Ultimately, we must recognize that neither we, nor all the non-profit feeding programs in the valley combined, can come close to ending hunger in our community. Food stamps, school meals, and WIC all play critical roles in providing nourishment to some of the most vulnerable members of our society. If we can agree with President Nixon that the hunger of our children, the elderly, the disabled—of anyone—is intolerable, then we need to strengthen the entire safety net, not merely one strand.

Tuesday, March 2, 2010

denial


 

            It was Monday morning, and the open can of Campbell’s in her left hand read Creamy Potato and Garlic in lighthearted lettering. With her free hand, scraped and scabbed as it was, Sheila used a toothpick in lieu of a utensil. By the dozens people passed her by, entering and exiting Sacred Heart, hungry and hopeful for something—anything—to help them survive another day. Eating the cold chowder, thick as a shake, Sheila mumbled unintelligibly between each oily bite.

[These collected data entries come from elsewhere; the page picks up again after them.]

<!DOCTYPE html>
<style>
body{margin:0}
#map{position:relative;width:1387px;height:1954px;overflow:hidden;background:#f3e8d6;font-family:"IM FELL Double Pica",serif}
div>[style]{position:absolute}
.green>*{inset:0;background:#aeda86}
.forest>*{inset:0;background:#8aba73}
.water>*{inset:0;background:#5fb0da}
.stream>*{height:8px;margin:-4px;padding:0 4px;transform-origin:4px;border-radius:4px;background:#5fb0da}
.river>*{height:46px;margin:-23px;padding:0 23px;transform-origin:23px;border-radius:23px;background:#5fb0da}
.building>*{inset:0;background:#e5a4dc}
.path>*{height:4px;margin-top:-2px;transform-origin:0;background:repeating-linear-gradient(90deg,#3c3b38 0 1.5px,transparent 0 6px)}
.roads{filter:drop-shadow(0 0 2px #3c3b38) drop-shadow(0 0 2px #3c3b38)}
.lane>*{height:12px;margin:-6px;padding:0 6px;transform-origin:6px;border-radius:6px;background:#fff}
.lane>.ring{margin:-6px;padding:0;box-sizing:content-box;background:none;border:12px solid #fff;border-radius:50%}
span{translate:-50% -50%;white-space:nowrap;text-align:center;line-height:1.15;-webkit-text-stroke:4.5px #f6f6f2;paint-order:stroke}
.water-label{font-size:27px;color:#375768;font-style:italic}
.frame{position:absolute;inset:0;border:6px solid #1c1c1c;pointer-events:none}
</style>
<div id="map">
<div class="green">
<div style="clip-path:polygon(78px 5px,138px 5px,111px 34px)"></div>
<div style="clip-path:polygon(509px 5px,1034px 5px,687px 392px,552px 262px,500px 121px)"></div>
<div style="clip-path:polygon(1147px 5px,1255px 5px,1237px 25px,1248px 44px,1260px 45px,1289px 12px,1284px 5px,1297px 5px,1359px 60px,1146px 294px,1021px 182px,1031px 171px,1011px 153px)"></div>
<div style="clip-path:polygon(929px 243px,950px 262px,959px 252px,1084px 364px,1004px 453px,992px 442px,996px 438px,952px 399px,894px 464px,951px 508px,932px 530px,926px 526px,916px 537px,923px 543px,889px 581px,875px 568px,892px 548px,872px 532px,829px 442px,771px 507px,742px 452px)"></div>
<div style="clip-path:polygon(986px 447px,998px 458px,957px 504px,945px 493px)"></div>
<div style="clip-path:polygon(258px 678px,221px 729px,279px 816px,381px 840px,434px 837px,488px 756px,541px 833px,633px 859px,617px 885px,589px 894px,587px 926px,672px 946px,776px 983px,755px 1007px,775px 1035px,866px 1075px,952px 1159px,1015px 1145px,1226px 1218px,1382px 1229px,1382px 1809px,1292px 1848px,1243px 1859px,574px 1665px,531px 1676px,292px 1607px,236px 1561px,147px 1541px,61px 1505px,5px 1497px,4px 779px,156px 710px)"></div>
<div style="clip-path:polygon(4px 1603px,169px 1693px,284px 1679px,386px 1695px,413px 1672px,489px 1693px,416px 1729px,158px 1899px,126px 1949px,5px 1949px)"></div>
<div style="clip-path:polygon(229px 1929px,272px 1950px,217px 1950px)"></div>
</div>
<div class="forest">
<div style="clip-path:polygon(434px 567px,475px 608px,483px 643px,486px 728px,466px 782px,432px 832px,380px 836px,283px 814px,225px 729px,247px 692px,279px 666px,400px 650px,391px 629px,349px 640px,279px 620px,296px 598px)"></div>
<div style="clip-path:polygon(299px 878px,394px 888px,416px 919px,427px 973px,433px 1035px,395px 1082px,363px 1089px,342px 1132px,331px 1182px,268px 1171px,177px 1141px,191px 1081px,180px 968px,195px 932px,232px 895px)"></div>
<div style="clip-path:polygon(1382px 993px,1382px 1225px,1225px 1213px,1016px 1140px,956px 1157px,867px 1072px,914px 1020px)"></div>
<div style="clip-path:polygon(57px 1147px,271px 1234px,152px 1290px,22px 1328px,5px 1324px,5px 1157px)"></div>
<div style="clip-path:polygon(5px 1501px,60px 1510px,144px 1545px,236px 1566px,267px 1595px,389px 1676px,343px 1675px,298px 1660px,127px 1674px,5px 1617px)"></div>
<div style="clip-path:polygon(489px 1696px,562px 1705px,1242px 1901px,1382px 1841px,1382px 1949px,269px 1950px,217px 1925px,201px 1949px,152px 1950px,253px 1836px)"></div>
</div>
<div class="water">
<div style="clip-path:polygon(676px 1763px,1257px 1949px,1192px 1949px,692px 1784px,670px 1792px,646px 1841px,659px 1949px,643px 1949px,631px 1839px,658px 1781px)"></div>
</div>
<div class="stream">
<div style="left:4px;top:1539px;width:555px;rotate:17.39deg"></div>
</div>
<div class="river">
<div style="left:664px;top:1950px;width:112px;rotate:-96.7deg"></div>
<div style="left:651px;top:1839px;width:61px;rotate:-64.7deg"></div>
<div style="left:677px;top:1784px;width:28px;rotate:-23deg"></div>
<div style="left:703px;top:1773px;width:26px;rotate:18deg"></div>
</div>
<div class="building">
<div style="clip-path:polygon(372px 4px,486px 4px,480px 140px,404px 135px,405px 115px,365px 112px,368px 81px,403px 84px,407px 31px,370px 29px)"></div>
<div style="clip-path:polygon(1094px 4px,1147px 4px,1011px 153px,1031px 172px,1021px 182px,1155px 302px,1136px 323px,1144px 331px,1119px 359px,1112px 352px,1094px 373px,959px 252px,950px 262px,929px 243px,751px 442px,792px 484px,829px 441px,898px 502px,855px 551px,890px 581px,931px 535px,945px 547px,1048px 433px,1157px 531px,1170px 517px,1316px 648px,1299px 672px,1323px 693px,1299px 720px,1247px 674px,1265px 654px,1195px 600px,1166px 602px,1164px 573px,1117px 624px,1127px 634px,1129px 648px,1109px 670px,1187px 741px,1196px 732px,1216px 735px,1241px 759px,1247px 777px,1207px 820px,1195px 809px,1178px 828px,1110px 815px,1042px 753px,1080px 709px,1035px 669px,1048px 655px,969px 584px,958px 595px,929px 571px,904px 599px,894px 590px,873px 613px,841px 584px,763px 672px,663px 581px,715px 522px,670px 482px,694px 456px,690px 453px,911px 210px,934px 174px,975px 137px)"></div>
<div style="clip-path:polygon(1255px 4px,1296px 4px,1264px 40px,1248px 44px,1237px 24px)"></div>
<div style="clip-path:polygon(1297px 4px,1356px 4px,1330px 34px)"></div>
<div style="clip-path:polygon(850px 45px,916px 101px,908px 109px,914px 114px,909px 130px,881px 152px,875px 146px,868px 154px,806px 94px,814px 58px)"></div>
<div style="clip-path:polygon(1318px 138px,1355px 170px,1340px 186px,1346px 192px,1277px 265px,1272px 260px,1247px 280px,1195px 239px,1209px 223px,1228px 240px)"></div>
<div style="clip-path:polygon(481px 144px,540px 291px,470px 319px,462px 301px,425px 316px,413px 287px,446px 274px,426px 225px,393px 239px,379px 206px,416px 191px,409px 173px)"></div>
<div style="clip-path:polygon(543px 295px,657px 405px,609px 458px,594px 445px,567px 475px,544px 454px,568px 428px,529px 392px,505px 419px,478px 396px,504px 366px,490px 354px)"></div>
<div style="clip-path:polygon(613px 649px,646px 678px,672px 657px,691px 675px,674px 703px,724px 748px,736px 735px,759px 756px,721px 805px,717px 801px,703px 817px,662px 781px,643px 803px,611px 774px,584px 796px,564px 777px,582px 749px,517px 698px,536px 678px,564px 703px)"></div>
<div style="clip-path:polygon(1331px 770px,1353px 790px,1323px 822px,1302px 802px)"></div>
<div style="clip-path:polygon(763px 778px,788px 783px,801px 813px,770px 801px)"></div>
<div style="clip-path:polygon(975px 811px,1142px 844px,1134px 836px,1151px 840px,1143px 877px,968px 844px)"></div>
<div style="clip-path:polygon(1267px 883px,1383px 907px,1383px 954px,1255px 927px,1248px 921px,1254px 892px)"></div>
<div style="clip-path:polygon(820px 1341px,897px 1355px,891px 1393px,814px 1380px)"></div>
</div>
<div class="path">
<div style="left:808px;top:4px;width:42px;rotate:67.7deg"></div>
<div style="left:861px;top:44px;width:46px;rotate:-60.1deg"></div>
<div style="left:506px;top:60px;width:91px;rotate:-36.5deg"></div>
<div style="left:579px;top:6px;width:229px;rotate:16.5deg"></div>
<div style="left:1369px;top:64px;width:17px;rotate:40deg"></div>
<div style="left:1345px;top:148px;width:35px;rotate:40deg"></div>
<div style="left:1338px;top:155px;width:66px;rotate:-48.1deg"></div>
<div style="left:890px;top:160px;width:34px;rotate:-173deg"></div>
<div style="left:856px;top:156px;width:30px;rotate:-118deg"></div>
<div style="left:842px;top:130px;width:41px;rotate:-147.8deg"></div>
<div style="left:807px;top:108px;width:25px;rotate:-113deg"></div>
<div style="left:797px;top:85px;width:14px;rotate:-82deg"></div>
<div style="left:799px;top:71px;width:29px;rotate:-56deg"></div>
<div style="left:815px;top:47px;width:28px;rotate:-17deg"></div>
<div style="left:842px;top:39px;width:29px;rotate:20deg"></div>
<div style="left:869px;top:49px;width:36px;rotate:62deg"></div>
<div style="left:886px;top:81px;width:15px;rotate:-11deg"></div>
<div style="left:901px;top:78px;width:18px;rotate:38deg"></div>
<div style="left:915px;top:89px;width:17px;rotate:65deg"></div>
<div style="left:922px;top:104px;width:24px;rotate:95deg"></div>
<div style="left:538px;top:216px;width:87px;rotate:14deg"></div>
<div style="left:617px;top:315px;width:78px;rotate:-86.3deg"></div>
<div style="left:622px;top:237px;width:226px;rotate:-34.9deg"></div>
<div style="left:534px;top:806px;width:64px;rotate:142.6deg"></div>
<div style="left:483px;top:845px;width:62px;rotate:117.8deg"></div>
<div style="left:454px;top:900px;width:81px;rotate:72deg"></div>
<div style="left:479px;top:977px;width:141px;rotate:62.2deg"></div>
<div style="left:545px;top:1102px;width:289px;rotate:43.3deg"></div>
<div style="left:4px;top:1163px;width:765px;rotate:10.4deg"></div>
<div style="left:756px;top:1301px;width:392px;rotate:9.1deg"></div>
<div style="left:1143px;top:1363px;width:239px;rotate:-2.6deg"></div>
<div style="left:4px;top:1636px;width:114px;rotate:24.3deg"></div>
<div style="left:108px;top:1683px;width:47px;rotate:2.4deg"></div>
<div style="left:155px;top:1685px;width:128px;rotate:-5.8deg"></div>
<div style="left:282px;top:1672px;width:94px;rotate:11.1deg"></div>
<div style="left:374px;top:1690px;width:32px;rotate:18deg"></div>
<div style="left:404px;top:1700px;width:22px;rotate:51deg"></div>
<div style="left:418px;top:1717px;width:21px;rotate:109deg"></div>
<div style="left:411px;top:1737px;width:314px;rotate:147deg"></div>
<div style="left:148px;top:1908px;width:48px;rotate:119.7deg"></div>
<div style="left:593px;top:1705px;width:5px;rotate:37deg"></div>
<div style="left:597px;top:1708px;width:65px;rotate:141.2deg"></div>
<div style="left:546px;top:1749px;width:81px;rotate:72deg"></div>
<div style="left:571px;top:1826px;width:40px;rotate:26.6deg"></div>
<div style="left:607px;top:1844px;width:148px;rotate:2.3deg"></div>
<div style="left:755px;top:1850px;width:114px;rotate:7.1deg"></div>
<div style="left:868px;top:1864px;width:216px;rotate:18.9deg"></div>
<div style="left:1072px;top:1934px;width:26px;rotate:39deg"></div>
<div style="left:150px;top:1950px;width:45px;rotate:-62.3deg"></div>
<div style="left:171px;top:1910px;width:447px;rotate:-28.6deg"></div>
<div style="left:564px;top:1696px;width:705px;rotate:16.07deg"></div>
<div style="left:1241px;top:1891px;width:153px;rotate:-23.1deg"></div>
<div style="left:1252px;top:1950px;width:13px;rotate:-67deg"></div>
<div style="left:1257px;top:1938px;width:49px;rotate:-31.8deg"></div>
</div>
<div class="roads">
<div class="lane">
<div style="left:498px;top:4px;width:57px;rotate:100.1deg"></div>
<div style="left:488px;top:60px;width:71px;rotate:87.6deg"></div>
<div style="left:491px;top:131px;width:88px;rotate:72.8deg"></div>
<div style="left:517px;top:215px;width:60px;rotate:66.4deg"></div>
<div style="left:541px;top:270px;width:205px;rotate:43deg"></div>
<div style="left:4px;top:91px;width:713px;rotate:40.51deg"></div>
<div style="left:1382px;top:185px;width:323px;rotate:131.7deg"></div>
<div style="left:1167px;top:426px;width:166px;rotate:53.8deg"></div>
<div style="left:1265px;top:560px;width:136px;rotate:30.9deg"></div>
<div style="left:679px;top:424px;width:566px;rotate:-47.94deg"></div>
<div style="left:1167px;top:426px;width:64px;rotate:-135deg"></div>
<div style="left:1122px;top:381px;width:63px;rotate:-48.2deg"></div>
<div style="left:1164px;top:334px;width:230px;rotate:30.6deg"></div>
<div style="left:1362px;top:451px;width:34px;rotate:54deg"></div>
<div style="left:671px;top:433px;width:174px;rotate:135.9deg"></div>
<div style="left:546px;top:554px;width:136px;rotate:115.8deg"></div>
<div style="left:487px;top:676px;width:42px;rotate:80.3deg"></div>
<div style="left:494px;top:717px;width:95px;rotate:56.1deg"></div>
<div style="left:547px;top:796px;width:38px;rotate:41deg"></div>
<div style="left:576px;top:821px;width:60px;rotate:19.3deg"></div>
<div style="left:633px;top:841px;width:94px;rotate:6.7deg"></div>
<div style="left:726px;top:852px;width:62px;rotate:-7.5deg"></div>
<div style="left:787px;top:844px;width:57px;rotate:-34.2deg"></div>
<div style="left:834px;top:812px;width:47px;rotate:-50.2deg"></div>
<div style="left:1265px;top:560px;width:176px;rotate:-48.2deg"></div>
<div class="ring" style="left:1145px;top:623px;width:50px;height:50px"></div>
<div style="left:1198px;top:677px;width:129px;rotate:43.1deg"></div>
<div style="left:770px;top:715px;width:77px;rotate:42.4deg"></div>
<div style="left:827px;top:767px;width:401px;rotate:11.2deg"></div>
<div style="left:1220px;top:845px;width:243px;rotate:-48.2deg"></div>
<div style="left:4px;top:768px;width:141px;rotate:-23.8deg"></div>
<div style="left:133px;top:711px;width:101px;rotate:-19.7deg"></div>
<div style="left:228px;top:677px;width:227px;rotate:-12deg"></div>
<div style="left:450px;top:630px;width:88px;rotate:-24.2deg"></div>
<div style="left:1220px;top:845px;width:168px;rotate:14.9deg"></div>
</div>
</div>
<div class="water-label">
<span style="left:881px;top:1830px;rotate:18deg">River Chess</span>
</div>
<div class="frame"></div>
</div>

When I approached her that morning, Sheila had eaten about a third of her chowder, and now it was becoming difficult for her to reach the remaining contents with her paltry piece of wood. She pressed her knuckles against the rim of the can, holding the thing at an angle while trying to skewer the congealed lumps of starch. She seemed determined to use the bit of timber as a spoon or ladle, and it was painful to watch her frustration mount with every failed attempt. The roosters kept behind the house that adjoins our parking lot were crowing emphatically—it was unnerving.

Sheila’s face was furrowed with the telltale trenching of one who has been on the streets for far longer than the stint of a temporary setback. Her hair was a tangled nest, her skin dry and brittle. She spoke in rapid bursts of anguished nonsense while her eyes rattled around in their sockets looking everywhere but at the person she might be addressing.

“Can you call fluoride?” she said quickly, suddenly somehow lunging her arm and leg at me without warning. I had no idea what she meant.

“I’m sorry?” I asked, squinting at her mouth to assist in my comprehension.

“Can you call for a ride?”

“Oh,” I said. “You need a ride?”

“That’s what I’m trying to tell you,” she retorted, without a hint of eye contact or exasperation.

“OK. Got it. Sure.”

I took out my cell phone, and Sheila removed her foot from her shoe. Peeling away her stocking, she showed me a foot that was desperately malformed. The toes were shriveled and fused, and the foot itself bent sharply at a right angle. It looked partially crushed. I shuddered and nodded at it.

“See,” she said softly, speaking it seemed both to me and to herself. “This is what they did to me.”

I called the number she recited and spoke briefly with someone by the name of Abraham (although I have reason to believe that this was not his real name). The conversation went absolutely nowhere. I explained that I didn't know Sheila, and although Abraham gave no indication that it was peculiar for me to be placing the call, the exchange ended unresolved with Sheila picking up her pile of odds and ends and traipsing across our lot and up the street.

As she disappeared from view, the rooster crowed again.